One of the few positive things to come out of the pandemic is the awareness around mental health and wellness, especially among the millennials and Gen Z. However, much of the vocabulary that is associated with this topic is often misused, and that’s been the case for many years now. And so, we sat down with Aakriti Joanna, founder of Kaha Mind who is also working closely with Spotify and their initiative ‘Pause with Spotify’ that brings together mental health experts, content and conversations that matter, to know more about the commonly misused words and how one can avoid using them in their daily lives and here’s what she had to share:

1. The Out-Of-Control – OCD

OCD is often used as an adjective to describe someone who is neat and enjoys having things organised or well-planned. However, OCD is much more than just needing things to be a certain way. It’s a mental illness that leaves people with intrusive thoughts and anxiety, or the ‘obsession’. 

These thoughts are extremely disturbing and often leave the person feeling like they have no control over them. In order to cope with intrusive thoughts, people engage in certain ritualistic behaviours called ‘compulsions’, like hand washing or counting. These actions can temporarily soothe or alleviate the anxiety and are hence done repetitively. So, having OCD is a lot more complicated and distressing than just being someone who enjoys structure! 

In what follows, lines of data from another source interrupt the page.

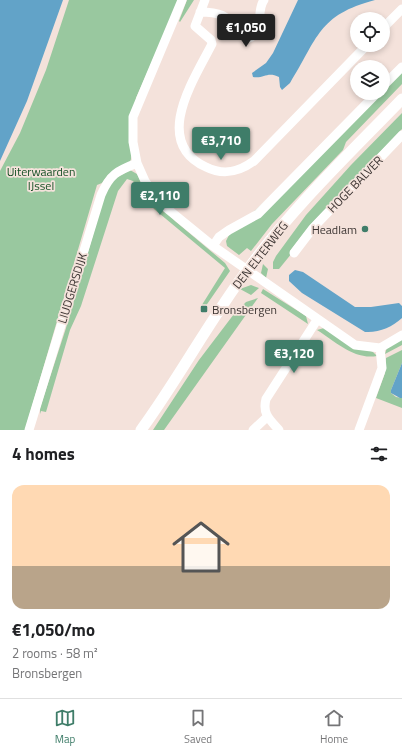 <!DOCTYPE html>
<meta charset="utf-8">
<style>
:root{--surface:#fff;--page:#f6f6f6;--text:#202124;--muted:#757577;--line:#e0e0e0;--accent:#3f7d69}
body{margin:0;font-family:"Titillium Web",sans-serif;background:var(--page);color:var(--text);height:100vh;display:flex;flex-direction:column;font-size:15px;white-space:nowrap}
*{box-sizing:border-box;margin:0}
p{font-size:13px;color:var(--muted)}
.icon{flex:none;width:22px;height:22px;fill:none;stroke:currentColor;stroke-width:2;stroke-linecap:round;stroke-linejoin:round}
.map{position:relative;height:430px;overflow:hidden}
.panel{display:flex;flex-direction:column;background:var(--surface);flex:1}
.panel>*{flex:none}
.buttons{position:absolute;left:350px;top:12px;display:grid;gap:8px}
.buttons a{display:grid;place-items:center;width:40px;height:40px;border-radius:50%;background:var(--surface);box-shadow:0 2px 6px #0003;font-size:20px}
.price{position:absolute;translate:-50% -34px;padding:0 9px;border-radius:4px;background:var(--accent);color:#fff;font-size:13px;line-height:26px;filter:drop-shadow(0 1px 2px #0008)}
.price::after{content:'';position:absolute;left:50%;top:24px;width:12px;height:9px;margin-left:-6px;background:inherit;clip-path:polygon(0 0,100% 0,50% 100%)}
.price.active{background:#222;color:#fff}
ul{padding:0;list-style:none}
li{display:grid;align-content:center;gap:8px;height:212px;padding:0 12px}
li span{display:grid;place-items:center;height:124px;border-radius:12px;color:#555}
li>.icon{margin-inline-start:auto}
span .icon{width:72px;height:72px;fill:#fffc;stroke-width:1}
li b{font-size:17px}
h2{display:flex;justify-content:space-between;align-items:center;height:48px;padding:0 12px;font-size:17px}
.menu{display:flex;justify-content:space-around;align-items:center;height:56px;border-top:1px solid var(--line);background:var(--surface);font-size:11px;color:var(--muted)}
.menu a{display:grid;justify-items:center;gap:2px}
.menu .active{color:var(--accent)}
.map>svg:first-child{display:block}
</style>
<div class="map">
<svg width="402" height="430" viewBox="0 0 402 430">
<rect width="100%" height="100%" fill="#f4e2db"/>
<path fill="#99c89f" d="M69,0H179L136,98L131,159L130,162L108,175L102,183L97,185L25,430H0V171L20,133L46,70Z
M187,0H194L180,22L179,21Z
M402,70V84L346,142L343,150L272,224L251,251L247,248L239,255L227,246L226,241L229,235L380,93H383V90Z
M402,113V129L311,224L290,251L292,253L279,269H273V262L276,256L306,215L351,165Z
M130,170L137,174L142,184L175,221L225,263L230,271L203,310L200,308L225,268L154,209L133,181L127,179L118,191L81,306L70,330L46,412L41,411L40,414V408L66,328L106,190L112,180Z
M263,264L268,269L266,278L261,273Z
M251,285L259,288L251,295L240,289Z
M263,289L306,316L308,324L261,293Z
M258,298L164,430H153L199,360L234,314L246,302Z
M324,328L373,352L377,356C354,360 336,342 317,330Z
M402,339V345L385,354L387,347Z
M402,350V363L391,390V393L396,397L402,398V408L376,398L385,373L386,358Z"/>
<path fill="#62a3c8" d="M0,0H63L27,101L0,161Z
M298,0H375C318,15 318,38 290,83L282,90L280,87L279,77C267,71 264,79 253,77L252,73L266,63L273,53Z
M295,270L303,272L355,307H371L399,303L402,306V318C392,327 379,333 365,332L302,293L289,281V275Z
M402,363V398H400L391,393V390Z"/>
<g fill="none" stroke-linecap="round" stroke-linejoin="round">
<path stroke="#fff" stroke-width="9" d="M182,0L133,117V142L137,163L145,181L159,202L213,246L355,345L380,348L402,335
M205,0L195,26L211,40L212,44C193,81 152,142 206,167C224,176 239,172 254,161L367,45
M200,12C230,12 227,21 249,38C266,31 255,12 264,0
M383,28L402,9
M383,86L402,67
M213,246L219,237L229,230L258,214L377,93
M294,253L313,228L402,135
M29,430L101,195C110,174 117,171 137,163
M253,430L267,417
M279,430C270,420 262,414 266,399L317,320
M359,430L382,368L380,348"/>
<path stroke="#fff" stroke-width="11" d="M141,430C179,378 209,321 248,269C293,207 349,154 402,99"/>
</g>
<g fill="#3f7d69" stroke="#f4e2db" stroke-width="1.5">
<circle cx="365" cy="229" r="4"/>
<rect x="200" y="305" width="8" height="8" rx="2"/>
</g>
<g text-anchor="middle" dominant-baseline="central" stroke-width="3.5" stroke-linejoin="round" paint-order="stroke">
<g font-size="12" fill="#165025" stroke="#f4e2db">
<text x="41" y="171">Uiterwaarden<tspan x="41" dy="14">IJssel</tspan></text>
</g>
<g font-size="12" fill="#3b3432" stroke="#f4e2db">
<text transform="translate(355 184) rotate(-46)">HOGE BALVER</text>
<text transform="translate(260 255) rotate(-52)">DEN ELTERWEG</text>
<text transform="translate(72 288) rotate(-73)">LIUDGERSDIJK</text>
</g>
<g font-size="12" fill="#3b3432" stroke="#f4e2db" text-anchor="end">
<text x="357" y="229">Headlam</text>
<text x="212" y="309" text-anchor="start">Bronsbergen</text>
</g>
</g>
</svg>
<div class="buttons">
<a><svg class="icon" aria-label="locate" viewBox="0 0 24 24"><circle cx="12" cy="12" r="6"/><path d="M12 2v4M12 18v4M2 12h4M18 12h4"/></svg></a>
<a><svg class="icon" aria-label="layers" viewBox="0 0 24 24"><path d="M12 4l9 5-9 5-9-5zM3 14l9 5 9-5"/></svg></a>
</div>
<b class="price active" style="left:246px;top:48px">€1,050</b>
<b class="price" style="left:221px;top:161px">€3,710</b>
<b class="price" style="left:160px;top:216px">€2,110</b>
<b class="price" style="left:294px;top:374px">€3,120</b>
</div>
<section class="panel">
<h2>4 homes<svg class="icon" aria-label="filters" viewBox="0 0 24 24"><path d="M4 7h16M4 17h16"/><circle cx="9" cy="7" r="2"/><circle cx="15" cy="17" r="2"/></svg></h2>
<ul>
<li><span style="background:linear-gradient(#ffd9b3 65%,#b9a48a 0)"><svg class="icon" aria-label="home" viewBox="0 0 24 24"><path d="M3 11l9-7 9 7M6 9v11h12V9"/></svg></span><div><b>€1,050/mo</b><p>2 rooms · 58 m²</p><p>Bronsbergen</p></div></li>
</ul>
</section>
<nav class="menu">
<a class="active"><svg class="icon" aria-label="map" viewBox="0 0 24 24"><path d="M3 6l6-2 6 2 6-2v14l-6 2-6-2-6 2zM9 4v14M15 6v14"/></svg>Map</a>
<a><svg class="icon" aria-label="saved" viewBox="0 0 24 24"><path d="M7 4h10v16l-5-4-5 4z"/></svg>Saved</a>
<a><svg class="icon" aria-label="home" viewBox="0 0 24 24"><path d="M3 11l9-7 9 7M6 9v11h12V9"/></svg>Home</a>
</nav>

Pro Tip: The next time, when you have a hard time finding a replacement for OCD, just use the word ‘organised’.

2. The Mental Battle – Psychotic

When things get heated and someone starts acting violently or throwing tantrums, we frequently don’t pay attention to our choice of words and end up using the abbreviation of psychotic – ‘psycho’. The very word ‘psychotic’ comes from a lifelong illness known as ‘psychosis’, which has an impact on a person’s general well-being, characterised by the experience of delusions and hallucinations. In fact, a few of the people who experience these symptoms even argue that a lot of the distress associated with psychosis is related to the stigma and maltreatment they experience from others. 

Pro tip: Instead of using terms like ‘psycho’ and ‘crazy’ as insults, step away from the situation and have a conversation at a later time when the person is in a calmer state of mind.

3. The Non-Voluntary – Bipolar

Day-to-day mood fluctuations may last for around an hour, but one may easily refer to it as bipolar as if it were a characteristic attribute. It is time we understand that people who have bipolar disorder go through high and low mood cycles. When someone genuinely has bipolar disorder, they frequently experience intense exhilaration for weeks at a time, eschew sleep, and may engage in some risky behaviours. During a depressive episode, they may experience low energy, low motivation, and a complete loss of interest in daily activities. It’s more extreme and complex than mood swings! 

Pro tip: Let’s address how the term bipolar is creeping into common usage and avoid labelling general mood swings as Bipolar disorder. 

These words perpetuate harmful stereotypes about people with mental illness. There’s some research that suggests the words we use and the ways in which we use them actually shape our beliefs and reality and hence, our actions and behaviours. Additionally, it affects the people experiencing these illnesses and can prevent them from reaching out for help and support.